The value of the 2 methods was assessed in patients with early cancer in Barrett's esophagus.

Dr Oliver Pech and colleagues from Germany evaluated 100 consecutive patients with a median age of 64 years.

The investigators assigned patients with suspected early cancer in Barrett's to a standardized staging program with upper gastrointestinal endoscopy.

Endoscopic ultrasound, computed tomography of the chest and upper abdomen, and abdominal ultrasonography were performed.

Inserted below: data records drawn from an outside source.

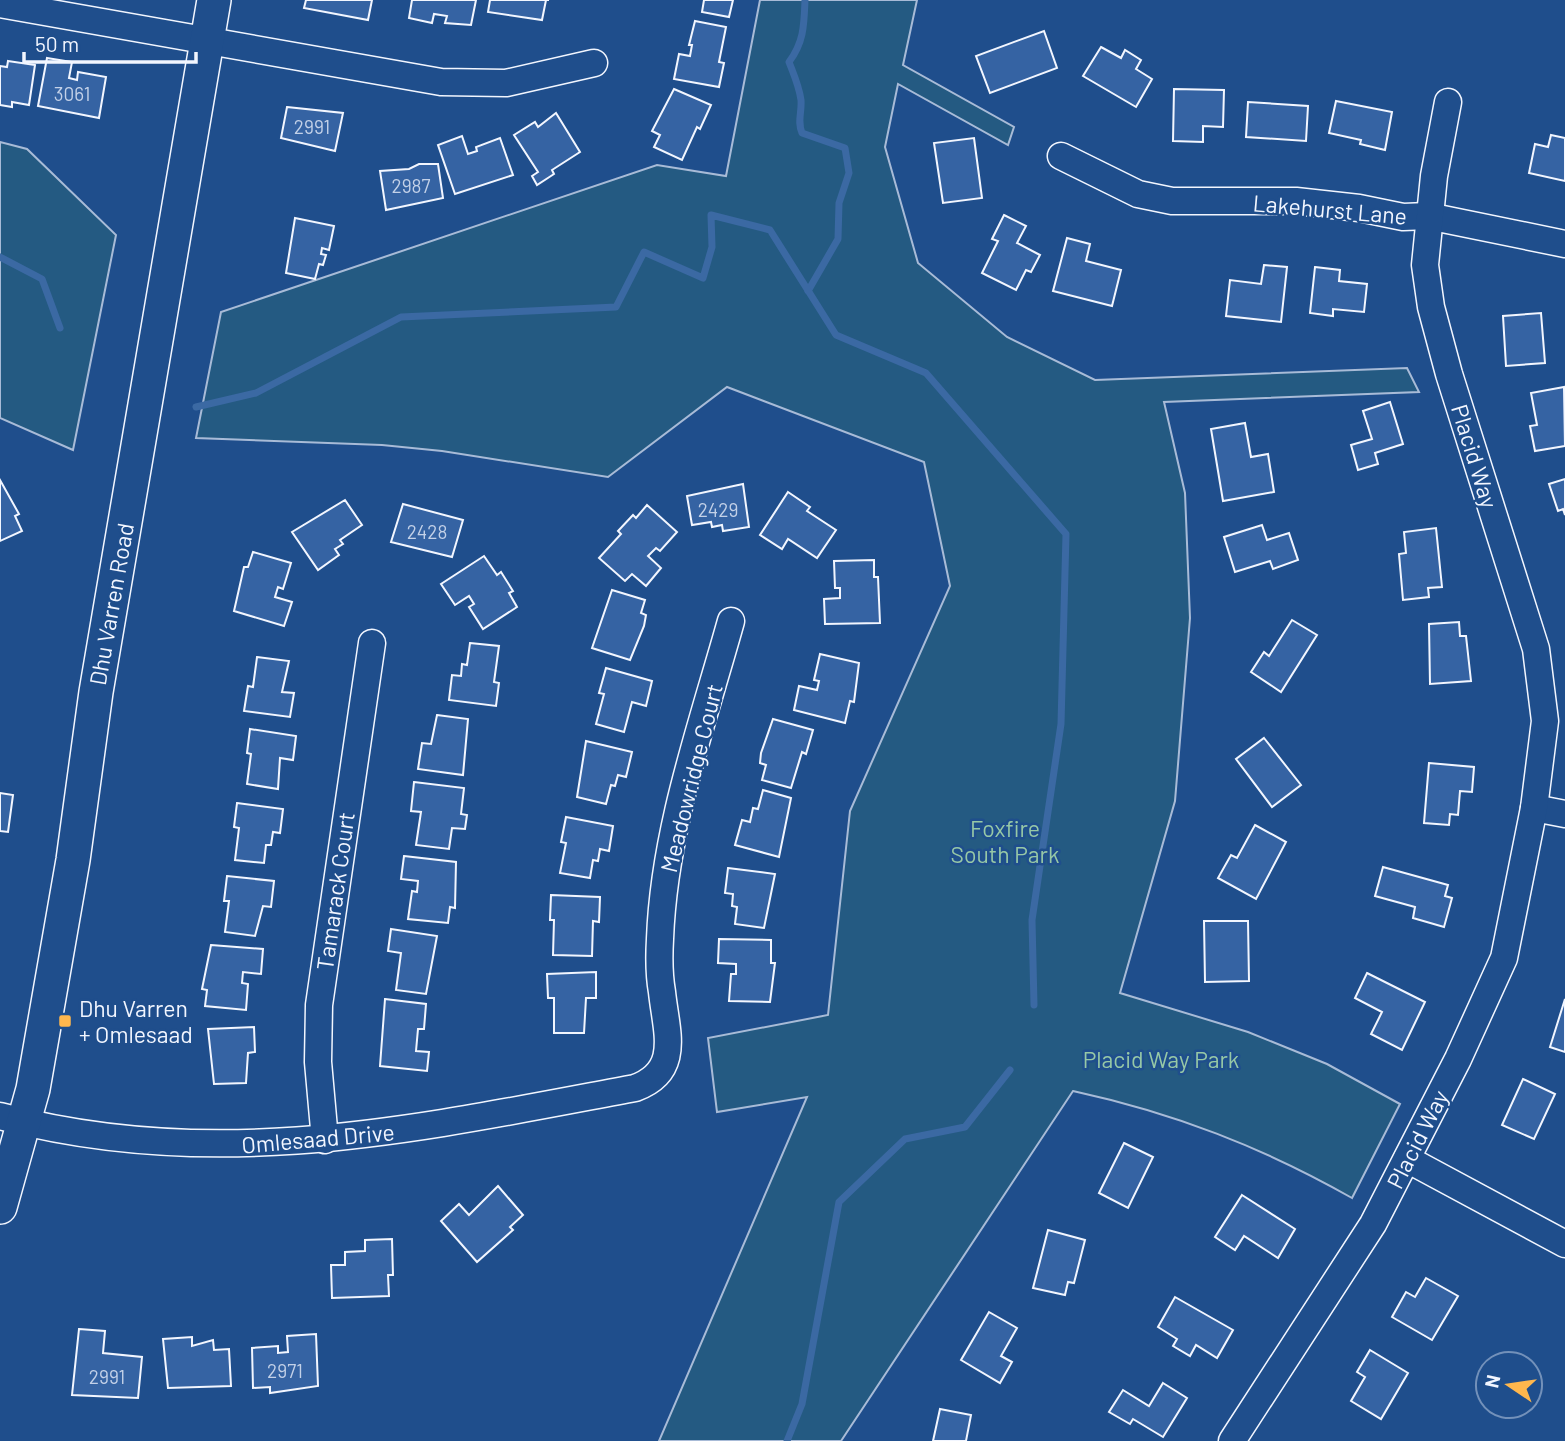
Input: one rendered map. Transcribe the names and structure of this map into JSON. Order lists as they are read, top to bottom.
{
  "streets": {
    "main road": ["Dhu Varren Road"],
    "street": [
      "Lakehurst Lane",
      "Placid Way",
      "Meadowridge Court",
      "Tamarack Court",
      "Omlesaad Drive"
    ]
  },
  "crossings": [
    ["Lakehurst Lane", "Placid Way"],
    ["Dhu Varren Road", "Omlesaad Drive"],
    ["Meadowridge Court", "Omlesaad Drive"],
    ["Tamarack Court", "Omlesaad Drive"]
  ],
  "parks": ["Foxfire South Park", "Placid Way Park"],
  "places": {
    "transit": ["Dhu Varren + Omlesaad"]
  },
  "house_numbers": [
    "3061",
    "2991",
    "2987",
    "2429",
    "2428",
    "2971",
    "2991"
  ],
  "scale_bar": "50 m",
  "north": "left"
}
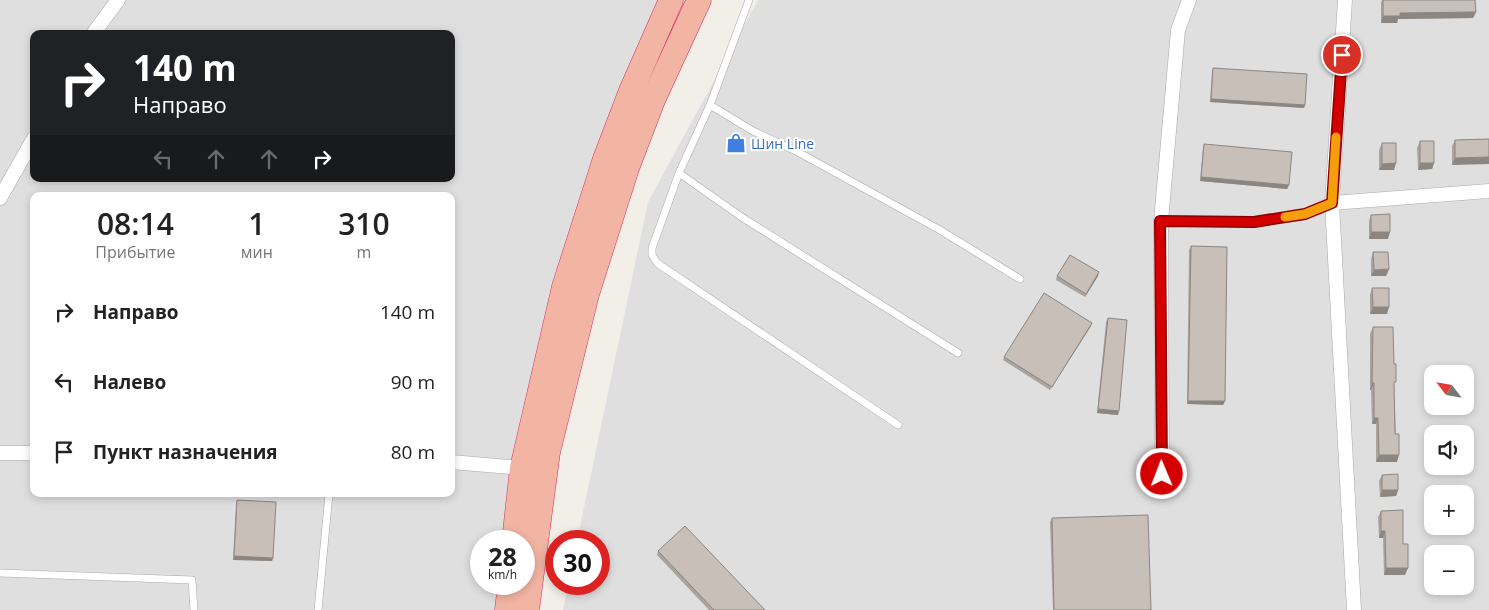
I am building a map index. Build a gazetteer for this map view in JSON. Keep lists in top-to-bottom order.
{
  "places": {
    "shop": ["Шин Line"]
  },
  "north": "top left",
  "page": {
    "turn": ["140 m", "Направо"],
    "eta": [
      "08:14",
      "Прибытие",
      "1",
      "мин",
      "310",
      "m"
    ],
    "list": [
      {
        "name": "Направо",
        "value": "140 m"
      },
      {
        "name": "Налево",
        "value": "90 m"
      },
      {
        "name": "Пункт назначения",
        "value": "80 m"
      }
    ],
    "map_buttons": ["+", "−"],
    "speed": "28 km/h",
    "limit": "30"
  }
}
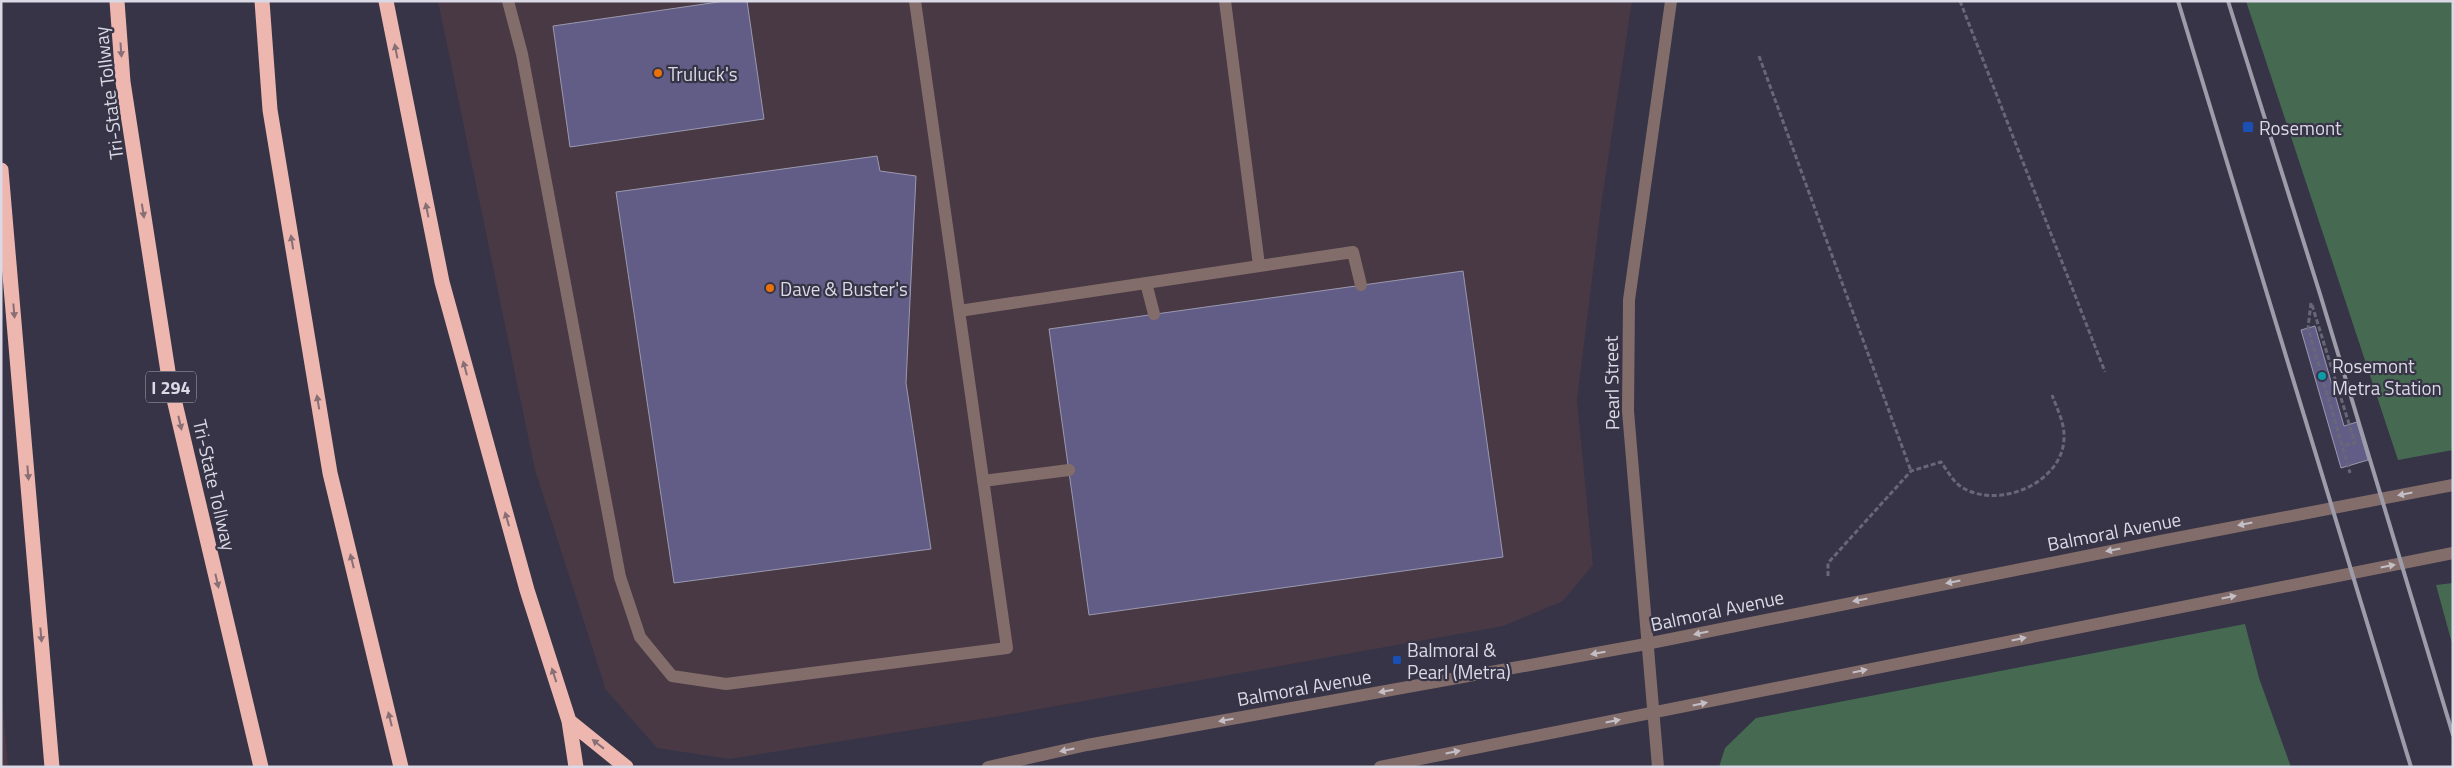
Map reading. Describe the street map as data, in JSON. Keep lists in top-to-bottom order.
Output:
{
  "streets": {
    "highway": ["Tri-State Tollway", "I 294"],
    "street": ["Pearl Street", "Balmoral Avenue"]
  },
  "crossings": [
    ["Pearl Street", "Balmoral Avenue"]
  ],
  "one_way": ["Tri-State Tollway"],
  "places": {
    "other": ["Truluck's", "Dave & Buster's", "Rosemont Metra Station"],
    "transit": ["Rosemont", "Balmoral & Pearl (Metra)"]
  }
}
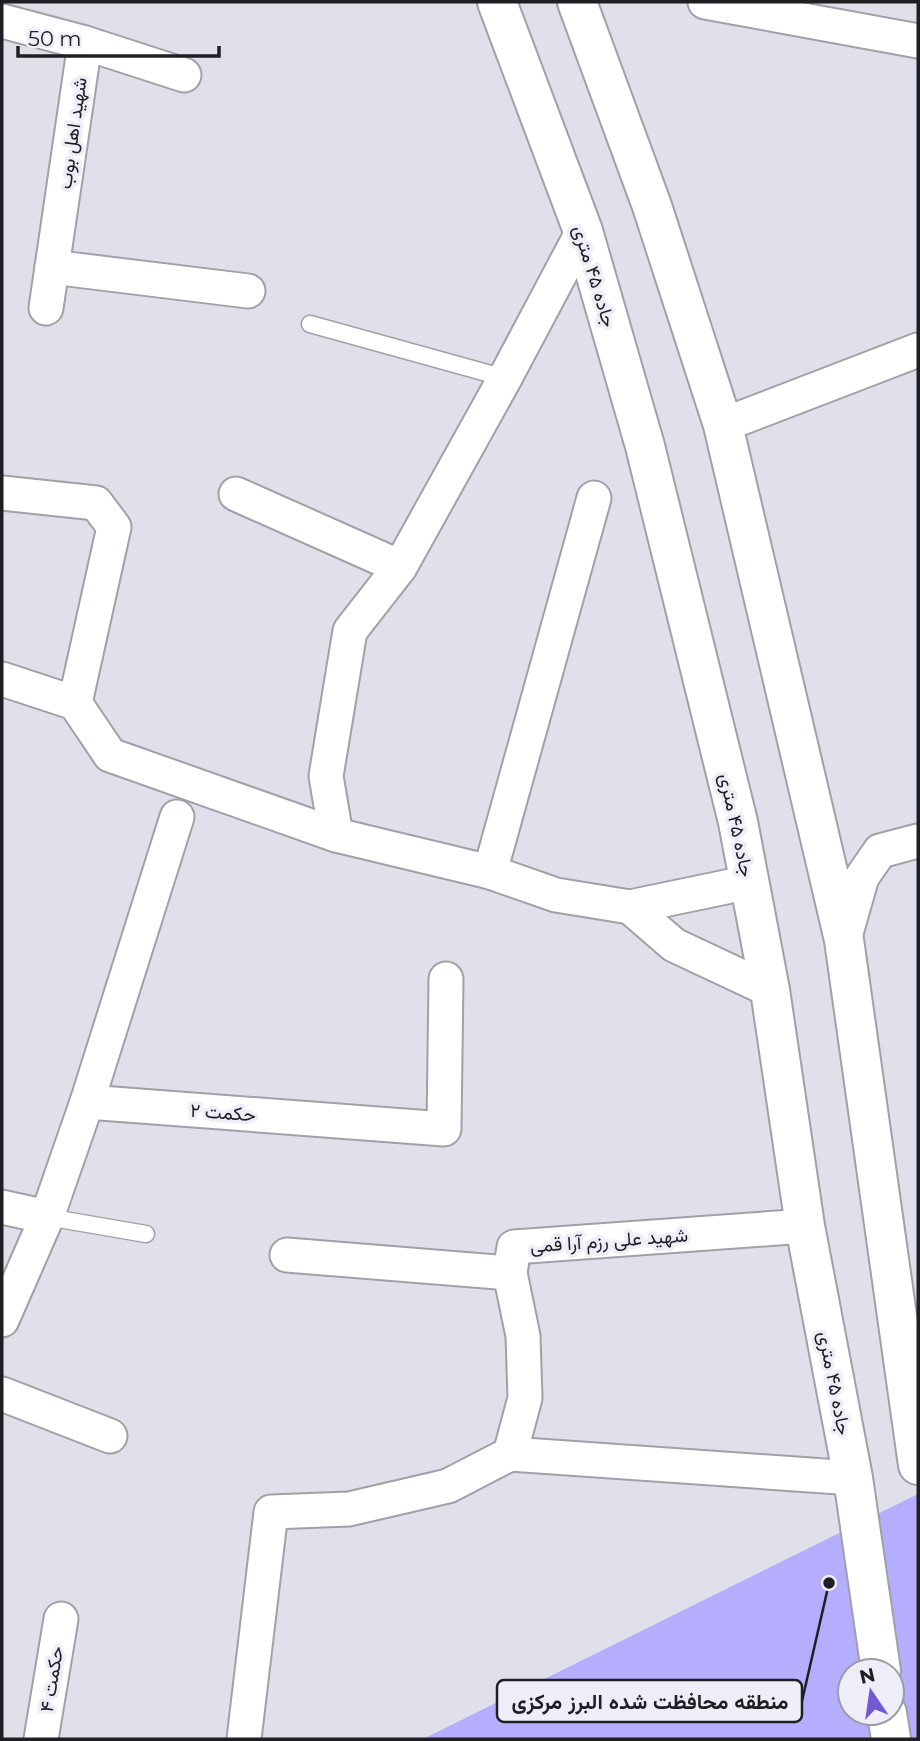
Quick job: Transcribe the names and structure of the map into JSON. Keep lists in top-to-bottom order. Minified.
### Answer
{"streets":{"street":["شهید اهل بوب","جاده ۴۵ متری","حکمت ۲","شهید علی رزم آرا قمی","حکمت ۴"]},"crossings":[["جاده ۴۵ متری","شهید علی رزم آرا قمی"]],"places":["منطقه محافظت شده البرز مرکزی"],"scale_bar":"50 m","north":"top"}
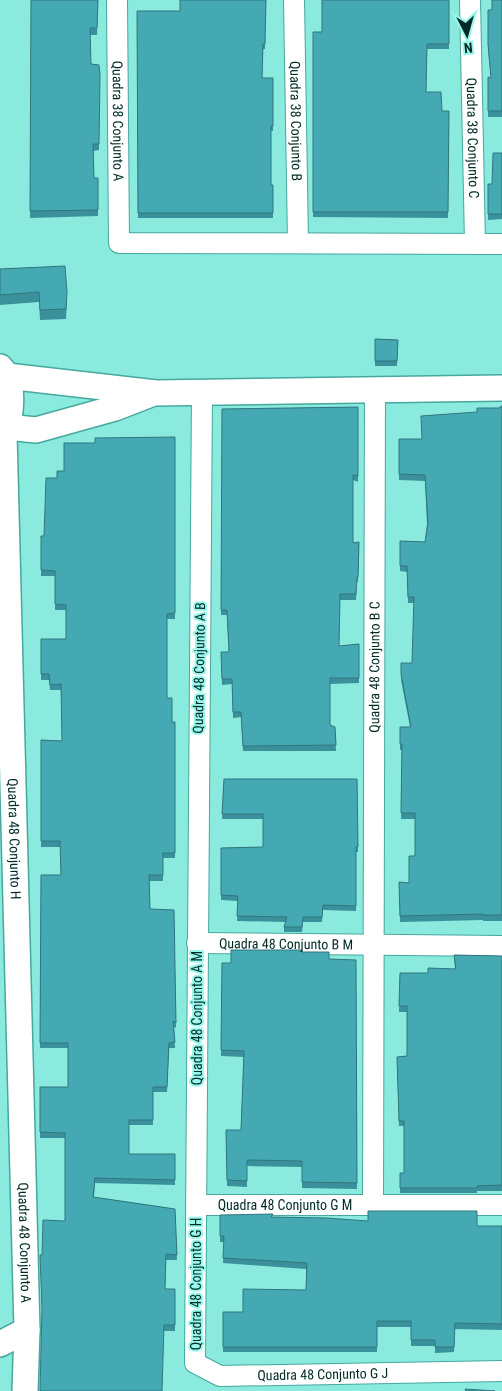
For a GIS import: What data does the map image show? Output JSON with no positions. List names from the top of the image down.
{
  "streets": {
    "street": [
      "Quadra 38 Conjunto A",
      "Quadra 38 Conjunto B",
      "Quadra 38 Conjunto C",
      "Quadra 48 Conjunto B C",
      "Quadra 48 Conjunto A B",
      "Quadra 48 Conjunto H",
      "Quadra 48 Conjunto B M",
      "Quadra 48 Conjunto A M",
      "Quadra 48 Conjunto G M",
      "Quadra 48 Conjunto A",
      "Quadra 48 Conjunto G H",
      "Quadra 48 Conjunto G J"
    ]
  },
  "crossings": [
    ["Quadra 38 Conjunto A", "Quadra 38 Conjunto B"],
    ["Quadra 48 Conjunto B C", "Quadra 48 Conjunto B M"],
    ["Quadra 48 Conjunto B C", "Quadra 48 Conjunto G M"],
    ["Quadra 48 Conjunto A B", "Quadra 48 Conjunto B M"],
    ["Quadra 48 Conjunto A B", "Quadra 48 Conjunto A M"],
    ["Quadra 48 Conjunto H", "Quadra 48 Conjunto A"],
    ["Quadra 48 Conjunto B M", "Quadra 48 Conjunto A M"],
    ["Quadra 48 Conjunto A M", "Quadra 48 Conjunto G M"],
    ["Quadra 48 Conjunto A M", "Quadra 48 Conjunto G H"],
    ["Quadra 48 Conjunto G M", "Quadra 48 Conjunto G H"],
    ["Quadra 48 Conjunto G H", "Quadra 48 Conjunto G J"]
  ],
  "north": "bottom"
}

The investigators summarized the results in accordance with the tumor node metastases classification.

Sensitivity of endoscopic ultrasound for N staging was 75%
American Journal of Gastroenterology

On the basis of the lymph node findings on computed tomography and/or endoscopic ultrasound, the patients were assigned to 3 categories.

Patients in category 1 had no suspicious lymph nodes.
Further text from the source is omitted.